▶ [Available records]
=-=-=-=-=

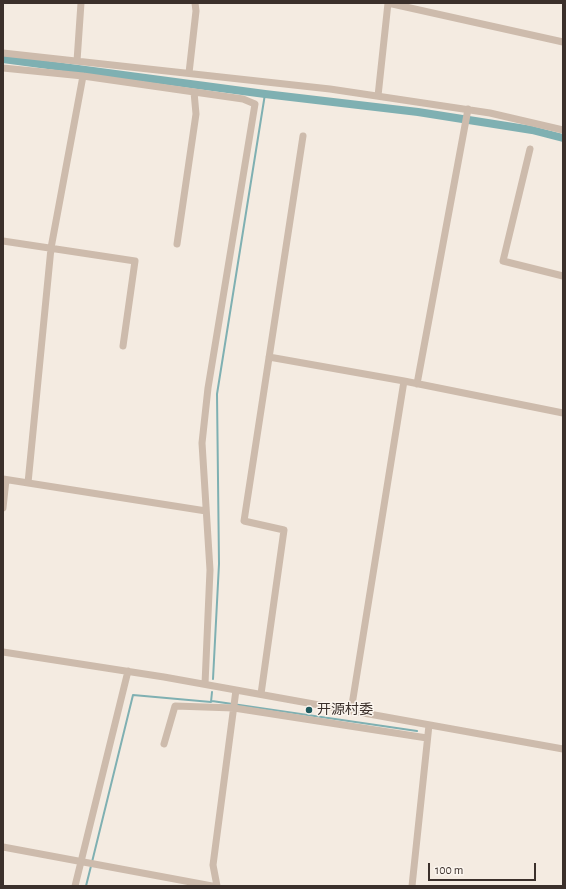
<!DOCTYPE html>
<html>
<head>
<meta charset="utf-8">
<style>
  body { margin:0 }
  #map { position:relative; width:566px; height:889px; overflow:hidden; background:#f4ebe1; font-family:"Alegreya Sans",sans-serif }
  canvas { display:block }
  .frame { position:absolute; inset:0; border:4px solid #3b302b; pointer-events:none }
  .scale { position:absolute; left:428px; top:863px; width:108px; height:18px; box-sizing:border-box; border:2px solid #3b302b; border-top:0; padding-left:5px; font-size:12px; line-height:14px; white-space:nowrap; color:#3b302b; -webkit-text-stroke:3px #fbf5ee; paint-order:stroke }
</style>
</head>
<body>
<div id="map">
<canvas width="566" height="889"></canvas>
<div class="frame"></div>
<div class="scale">100 m</div>
</div>
<script>
const ctx = document.querySelector('canvas').getContext('2d');
ctx.lineJoin = 'round';
const toPath = rows => new Path2D(rows.map(r => 'M' + r).join(''));
function trace(path, color, width, dash) { ctx.strokeStyle = color; ctx.lineWidth = width; ctx.lineCap = dash ? 'butt' : 'round'; ctx.setLineDash(dash || []); ctx.stroke(path); }
function drawText(font, color, halo, rows, align = 'center') {
  ctx.font = font + ' "Alegreya Sans","Noto Sans SC",sans-serif'; ctx.lineWidth = 3; ctx.setLineDash([]); ctx.textBaseline = 'middle'; ctx.strokeStyle = halo; ctx.fillStyle = color; for (const [text, x, y, turn = 0] of rows) {
    ctx.save(); ctx.translate(x, y); ctx.rotate((+turn || 0) * Math.PI / 180); ctx.textAlign = isNaN(turn) ? turn : align; if (halo) ctx.strokeText(text, 0, 0); ctx.fillText(text, 0, 0); ctx.restore();
  }
}
trace(toPath([
  [213,679,219,564,217,394,265,94],
  [212,701,417,731],
  [92,862,133,695,211,702,212,692],
  [86,886,91,866]
]), '#7fb0b2', 2);
trace(toPath([
  [3,59,265,94,418,112,532,130,563,138]
]), '#7fb0b2', 8);
trace(toPath([
  [388,3,563,42],
  [3,53,330,89,490,113,563,130],
  [77,61,81,3],
  [3,68,83,76,243,99,255,104,208,388,202,443,210,570,205,684],
  [189,73,196,11,195,3],
  [378,96,388,3],
  [530,149,503,261,563,276],
  [3,241,135,261,123,346],
  [177,244,196,114,194,92],
  [269,357,404,381,563,413],
  [417,384,468,109],
  [3,479,206,511],
  [28,483,51,248,83,76],
  [3,508,6,480],
  [3,652,164,677,563,749],
  [261,694,284,530,244,521,303,136],
  [351,711,404,381],
  [164,744,175,706,234,708,427,738],
  [3,847,212,886],
  [75,886,128,671],
  [217,886,213,865,236,690],
  [412,886,429,725]
]), '#cdbbac', 7);
for (const [x, y, r, color] of [
  [309,710,4,"#1f5a5e"]
]) { const dot = new Path2D(); dot.arc(x, y, r, 0, 2 * Math.PI); ctx.fillStyle = color; ctx.fill(dot); trace(dot, '#fbf5ee', 1.5); }
drawText('14px', '#3b302b', '#fbf5ee', [
  ["开源村委",317,710]
], 'left');
</script>
</body>
</html>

=-=-=-=-=

Without the pictures, repeat the entries above line by line, from the first through the one that contains "position:absolute; inset:0; border:4px", both ends included.

<!DOCTYPE html>
<html>
<head>
<meta charset="utf-8">
<style>
  body { margin:0 }
  #map { position:relative; width:566px; height:889px; overflow:hidden; background:#f4ebe1; font-family:"Alegreya Sans",sans-serif }
  canvas { display:block }
  .frame { position:absolute; inset:0; border:4px solid #3b302b; pointer-events:none }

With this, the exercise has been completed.